## EXERCISE
Write out every entry precisely as given, leaving the pictures out.

------------------------------------

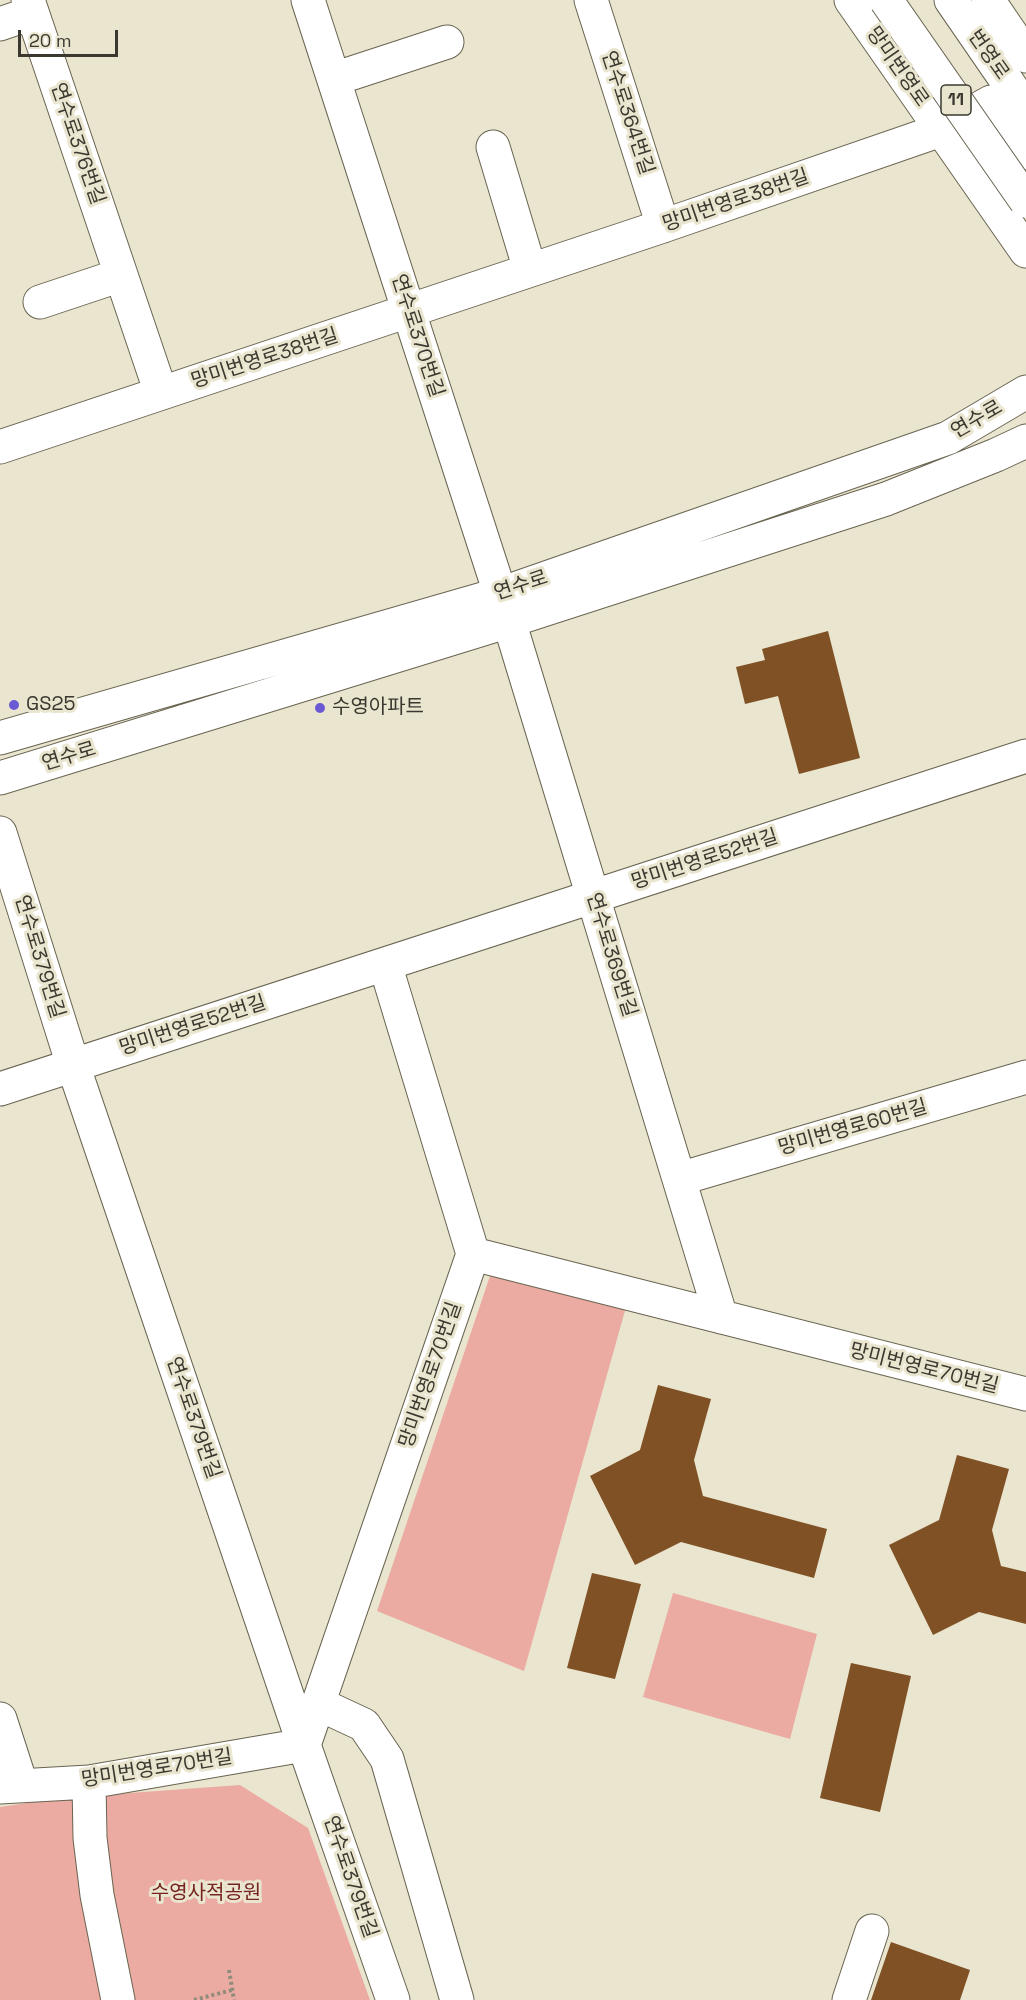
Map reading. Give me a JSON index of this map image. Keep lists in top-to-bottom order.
{
  "streets": {
    "main road": [
      "번영로",
      "망미번영로",
      "11",
      "연수로364번길",
      "연수로376번길",
      "망미번영로38번길",
      "연수로370번길",
      "연수로",
      "망미번영로52번길",
      "연수로369번길",
      "연수로379번길",
      "망미번영로60번길",
      "망미번영로70번길"
    ]
  },
  "crossings": [
    ["망미번영로", "망미번영로38번길"],
    ["연수로364번길", "망미번영로38번길"],
    ["연수로376번길", "망미번영로38번길"],
    ["망미번영로38번길", "연수로370번길"],
    ["연수로370번길", "연수로"],
    ["연수로370번길", "연수로369번길"],
    ["연수로", "연수로369번길"],
    ["망미번영로52번길", "연수로369번길"],
    ["망미번영로52번길", "연수로379번길"],
    ["연수로369번길", "망미번영로60번길"],
    ["연수로369번길", "망미번영로70번길"],
    ["연수로379번길", "망미번영로70번길"]
  ],
  "parks": ["수영사적공원"],
  "places": ["GS25", "수영아파트"],
  "scale_bar": "20 m"
}
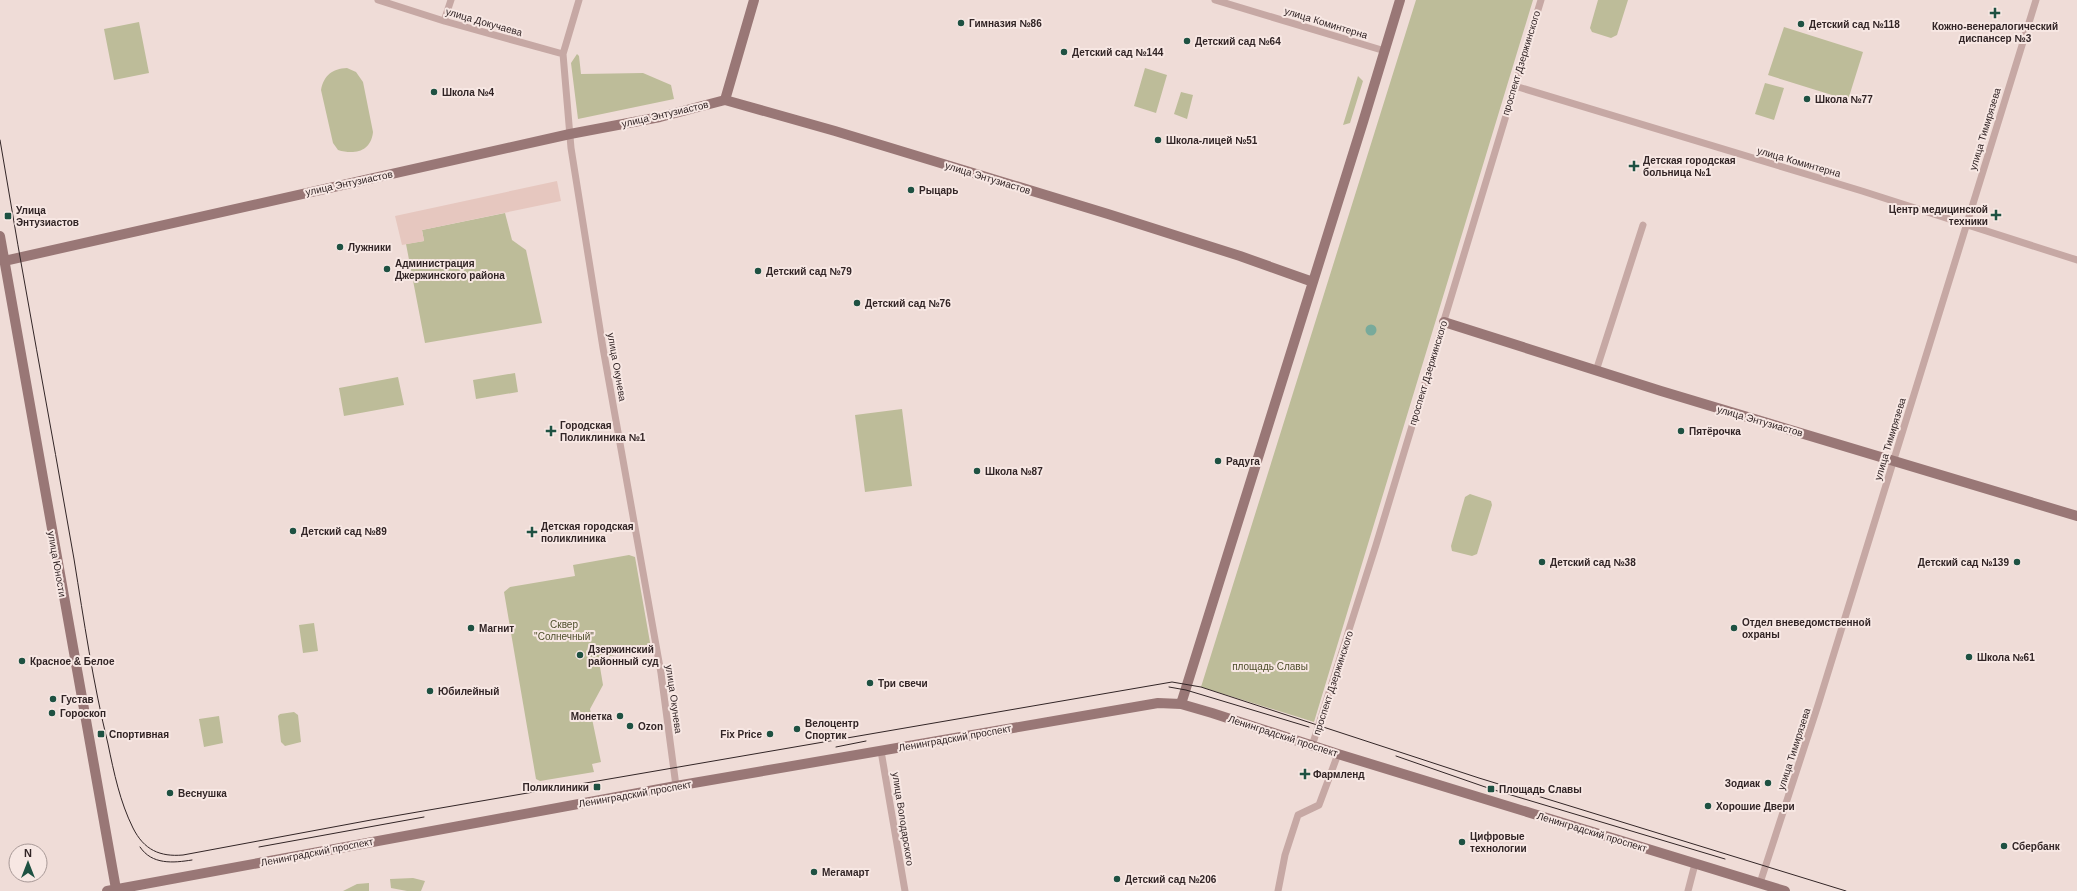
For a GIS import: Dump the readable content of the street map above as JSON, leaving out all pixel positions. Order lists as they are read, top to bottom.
{
  "streets": {
    "street": [
      "улица Докучаева",
      "улица Коминтерна",
      "проспект Дзержинского",
      "улица Энтузиастов",
      "улица Тимирязева",
      "улица Окунева",
      "улица Юности",
      "Ленинградский проспект",
      "улица Володарского"
    ]
  },
  "crossings": [
    ["улица Докучаева", "улица Окунева"],
    ["улица Коминтерна", "проспект Дзержинского"],
    ["улица Коминтерна", "улица Тимирязева"],
    ["проспект Дзержинского", "улица Энтузиастов"],
    ["проспект Дзержинского", "Ленинградский проспект"],
    ["улица Энтузиастов", "улица Тимирязева"],
    ["улица Энтузиастов", "улица Окунева"],
    ["улица Энтузиастов", "улица Юности"],
    ["улица Тимирязева", "Ленинградский проспект"],
    ["улица Окунева", "Ленинградский проспект"],
    ["улица Юности", "Ленинградский проспект"],
    ["Ленинградский проспект", "улица Володарского"]
  ],
  "parks": ["Сквер \"Солнечный\"", "площадь Славы"],
  "places": {
    "health": [
      "Кожно-венералогический диспансер №3",
      "Детская городская больница №1",
      "Центр медицинской техники",
      "Городская Поликлиника №1",
      "Детская городская поликлиника",
      "Фармленд"
    ],
    "other": [
      "Гимназия №86",
      "Детский сад №118",
      "Детский сад №64",
      "Детский сад №144",
      "Школа №4",
      "Школа №77",
      "Школа-лицей №51",
      "Рыцарь",
      "Лужники",
      "Администрация Джержинского района",
      "Детский сад №79",
      "Детский сад №76",
      "Пятёрочка",
      "Радуга",
      "Школа №87",
      "Детский сад №89",
      "Детский сад №38",
      "Детский сад №139",
      "Магнит",
      "Отдел вневедомственной охраны",
      "Дзержинский районный суд",
      "Школа №61",
      "Красное & Белое",
      "Три свечи",
      "Юбилейный",
      "Густав",
      "Гороскоп",
      "Монетка",
      "Ozon",
      "Велоцентр Спортик",
      "Fix Price",
      "Зодиак",
      "Веснушка",
      "Хорошие Двери",
      "Цифровые технологии",
      "Сбербанк",
      "Мегамарт",
      "Детский сад №206"
    ],
    "transit": [
      "Улица Энтузиастов",
      "Спортивная",
      "Поликлиники",
      "Площадь Славы"
    ]
  },
  "north": "top"
}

------------------------------------

## ANSWER TO THE EXERCISE
Map reading. Give me a JSON index of this map image. Keep lists in top-to-bottom order.
{
  "streets": {
    "main road": [
      "번영로",
      "망미번영로",
      "11",
      "연수로364번길",
      "연수로376번길",
      "망미번영로38번길",
      "연수로370번길",
      "연수로",
      "망미번영로52번길",
      "연수로369번길",
      "연수로379번길",
      "망미번영로60번길",
      "망미번영로70번길"
    ]
  },
  "crossings": [
    ["망미번영로", "망미번영로38번길"],
    ["연수로364번길", "망미번영로38번길"],
    ["연수로376번길", "망미번영로38번길"],
    ["망미번영로38번길", "연수로370번길"],
    ["연수로370번길", "연수로"],
    ["연수로370번길", "연수로369번길"],
    ["연수로", "연수로369번길"],
    ["망미번영로52번길", "연수로369번길"],
    ["망미번영로52번길", "연수로379번길"],
    ["연수로369번길", "망미번영로60번길"],
    ["연수로369번길", "망미번영로70번길"],
    ["연수로379번길", "망미번영로70번길"]
  ],
  "parks": ["수영사적공원"],
  "places": ["GS25", "수영아파트"],
  "scale_bar": "20 m"
}
For a GIS import: Dump the readable content of the street map above as JSON, leaving out all pixel positions. Order lists as they are read, top to bottom.
{
  "streets": {
    "street": [
      "улица Докучаева",
      "улица Коминтерна",
      "проспект Дзержинского",
      "улица Энтузиастов",
      "улица Тимирязева",
      "улица Окунева",
      "улица Юности",
      "Ленинградский проспект",
      "улица Володарского"
    ]
  },
  "crossings": [
    ["улица Докучаева", "улица Окунева"],
    ["улица Коминтерна", "проспект Дзержинского"],
    ["улица Коминтерна", "улица Тимирязева"],
    ["проспект Дзержинского", "улица Энтузиастов"],
    ["проспект Дзержинского", "Ленинградский проспект"],
    ["улица Энтузиастов", "улица Тимирязева"],
    ["улица Энтузиастов", "улица Окунева"],
    ["улица Энтузиастов", "улица Юности"],
    ["улица Тимирязева", "Ленинградский проспект"],
    ["улица Окунева", "Ленинградский проспект"],
    ["улица Юности", "Ленинградский проспект"],
    ["Ленинградский проспект", "улица Володарского"]
  ],
  "parks": ["Сквер \"Солнечный\"", "площадь Славы"],
  "places": {
    "health": [
      "Кожно-венералогический диспансер №3",
      "Детская городская больница №1",
      "Центр медицинской техники",
      "Городская Поликлиника №1",
      "Детская городская поликлиника",
      "Фармленд"
    ],
    "other": [
      "Гимназия №86",
      "Детский сад №118",
      "Детский сад №64",
      "Детский сад №144",
      "Школа №4",
      "Школа №77",
      "Школа-лицей №51",
      "Рыцарь",
      "Лужники",
      "Администрация Джержинского района",
      "Детский сад №79",
      "Детский сад №76",
      "Пятёрочка",
      "Радуга",
      "Школа №87",
      "Детский сад №89",
      "Детский сад №38",
      "Детский сад №139",
      "Магнит",
      "Отдел вневедомственной охраны",
      "Дзержинский районный суд",
      "Школа №61",
      "Красное & Белое",
      "Три свечи",
      "Юбилейный",
      "Густав",
      "Гороскоп",
      "Монетка",
      "Ozon",
      "Велоцентр Спортик",
      "Fix Price",
      "Зодиак",
      "Веснушка",
      "Хорошие Двери",
      "Цифровые технологии",
      "Сбербанк",
      "Мегамарт",
      "Детский сад №206"
    ],
    "transit": [
      "Улица Энтузиастов",
      "Спортивная",
      "Поликлиники",
      "Площадь Славы"
    ]
  },
  "north": "top"
}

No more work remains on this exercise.